Exercise brief
I would like the entries transcribed word for word, please, with the pictures removed.

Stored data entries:
====
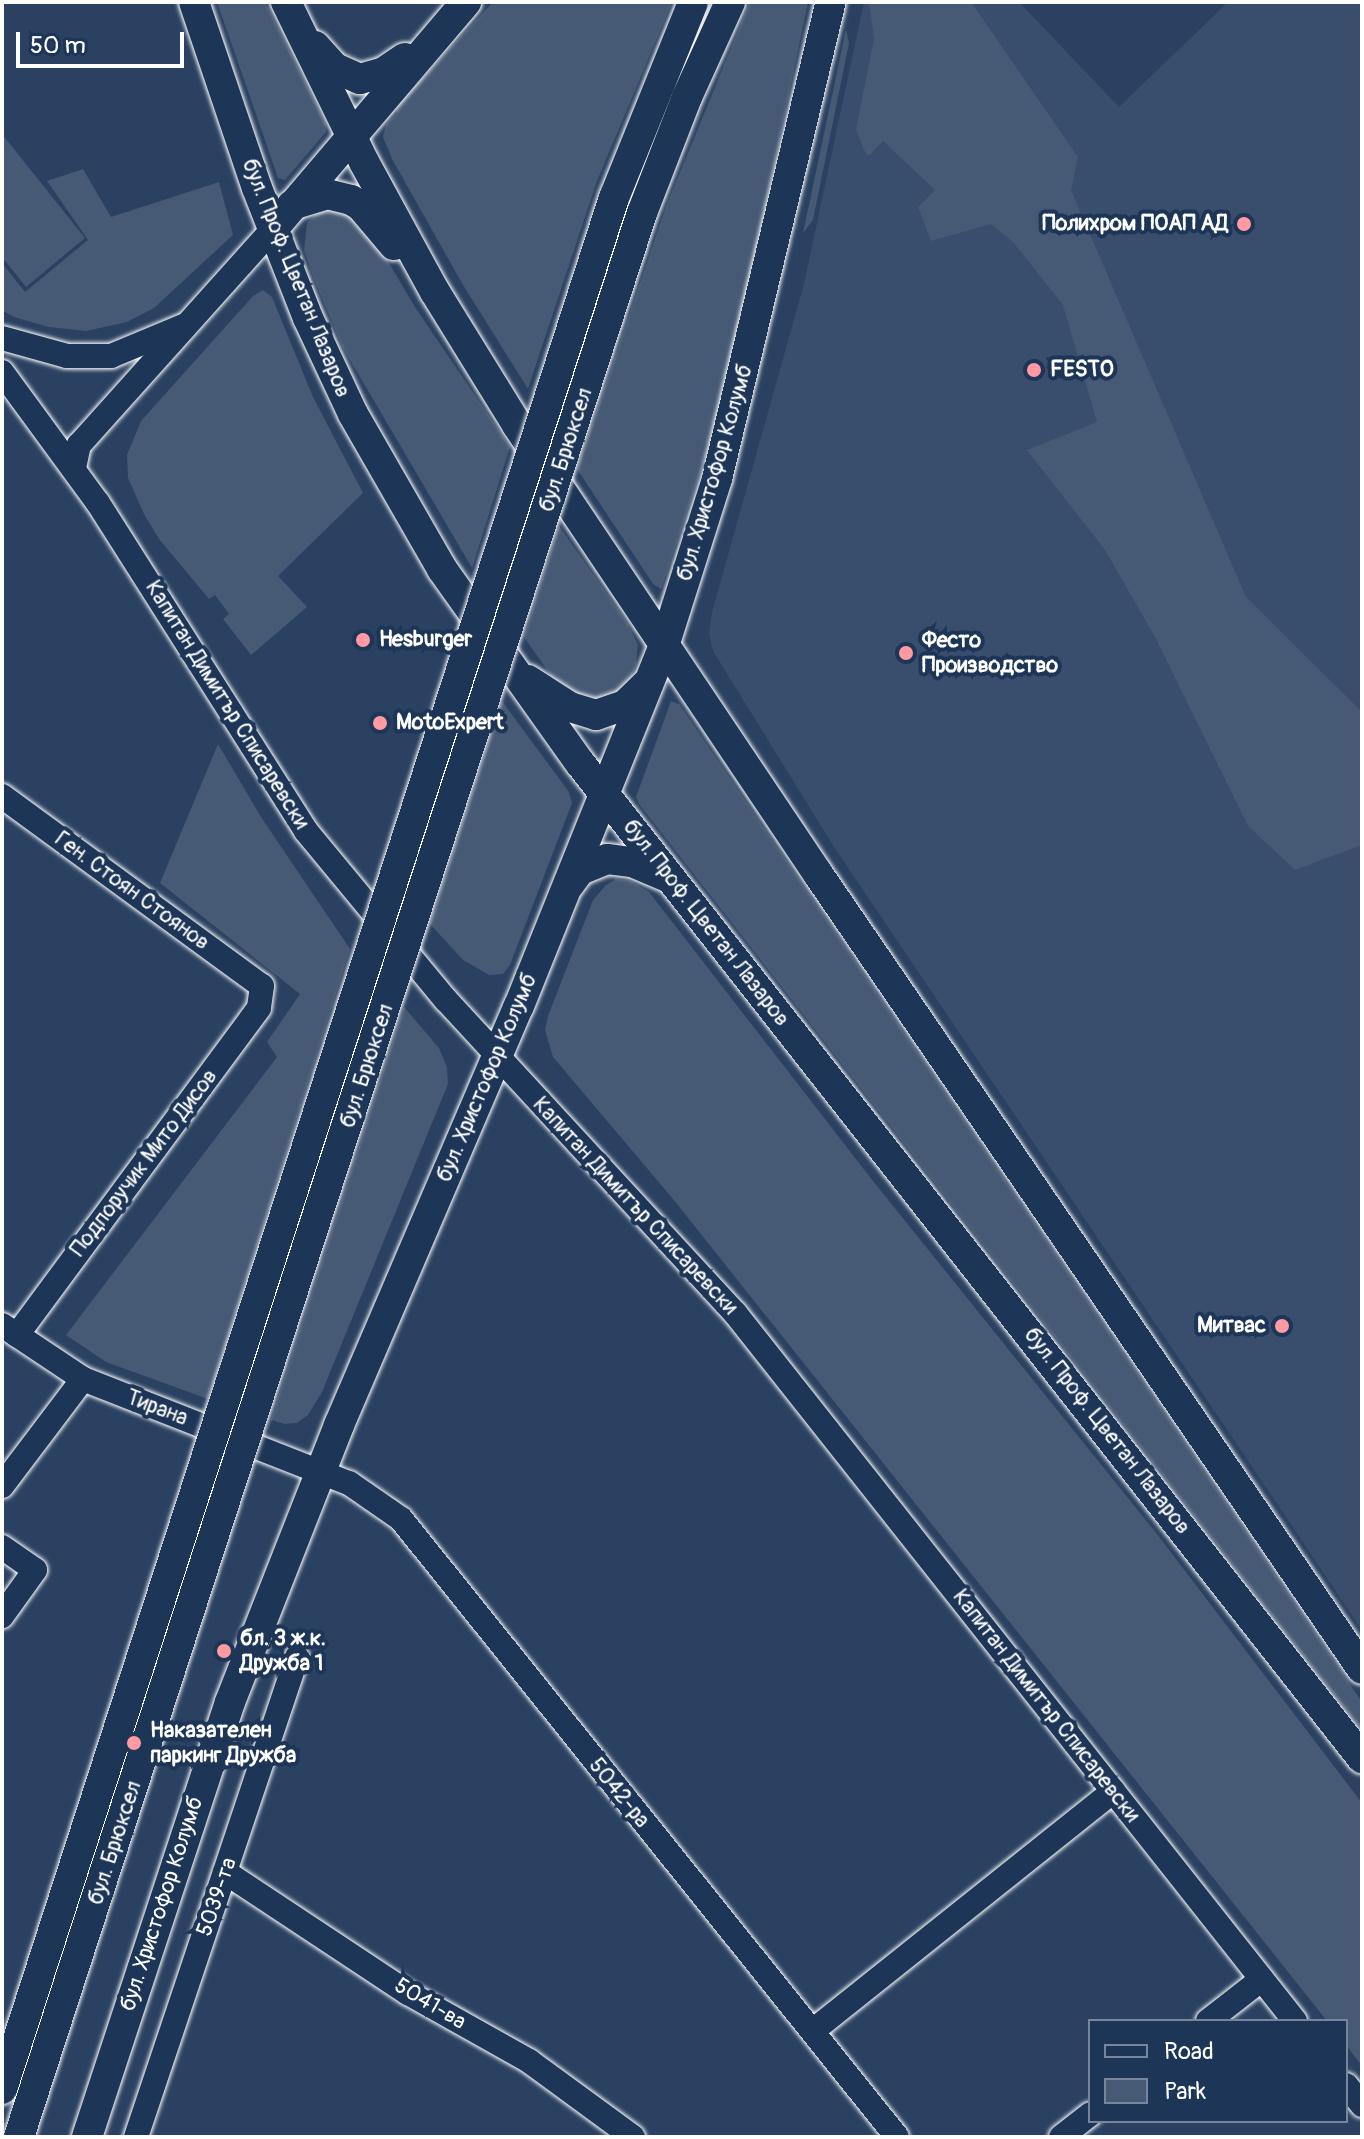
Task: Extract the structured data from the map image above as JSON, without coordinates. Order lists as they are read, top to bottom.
{
  "streets": {
    "main road": ["бул. Проф. Цветан Лазаров", "бул. Брюксел", "бул. Христофор Колумб"],
    "street": [
      "Капитан Димитър Списаревски",
      "Ген. Стоян Стоянов",
      "Подпоручик Мито Дисов",
      "Тирана",
      "5042-ра",
      "5039-та",
      "5041-ва"
    ]
  },
  "crossings": [
    ["бул. Проф. Цветан Лазаров", "бул. Христофор Колумб"],
    ["бул. Христофор Колумб", "Капитан Димитър Списаревски"],
    ["бул. Христофор Колумб", "Тирана"],
    ["бул. Христофор Колумб", "5042-ра"],
    ["Ген. Стоян Стоянов", "Подпоручик Мито Дисов"],
    ["Подпоручик Мито Дисов", "Тирана"],
    ["Тирана", "5042-ра"],
    ["5039-та", "5041-ва"]
  ],
  "places": [
    "Полихром ПОАП АД",
    "FESTO",
    "Hesburger",
    "Фесто Производство",
    "MotoExpert",
    "Митвас",
    "бл. 3 ж.к. Дружба 1",
    "Наказателен паркинг Дружба"
  ],
  "legend": ["Road", "Park"],
  "scale_bar": "50 m"
}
====
Task result
Task: Extract the structured data from the map image above as JSON, without coordinates. Order lists as they are read, top to bottom.
{
  "streets": {
    "main road": ["бул. Проф. Цветан Лазаров", "бул. Брюксел", "бул. Христофор Колумб"],
    "street": [
      "Капитан Димитър Списаревски",
      "Ген. Стоян Стоянов",
      "Подпоручик Мито Дисов",
      "Тирана",
      "5042-ра",
      "5039-та",
      "5041-ва"
    ]
  },
  "crossings": [
    ["бул. Проф. Цветан Лазаров", "бул. Христофор Колумб"],
    ["бул. Христофор Колумб", "Капитан Димитър Списаревски"],
    ["бул. Христофор Колумб", "Тирана"],
    ["бул. Христофор Колумб", "5042-ра"],
    ["Ген. Стоян Стоянов", "Подпоручик Мито Дисов"],
    ["Подпоручик Мито Дисов", "Тирана"],
    ["Тирана", "5042-ра"],
    ["5039-та", "5041-ва"]
  ],
  "places": [
    "Полихром ПОАП АД",
    "FESTO",
    "Hesburger",
    "Фесто Производство",
    "MotoExpert",
    "Митвас",
    "бл. 3 ж.к. Дружба 1",
    "Наказателен паркинг Дружба"
  ],
  "legend": ["Road", "Park"],
  "scale_bar": "50 m"
}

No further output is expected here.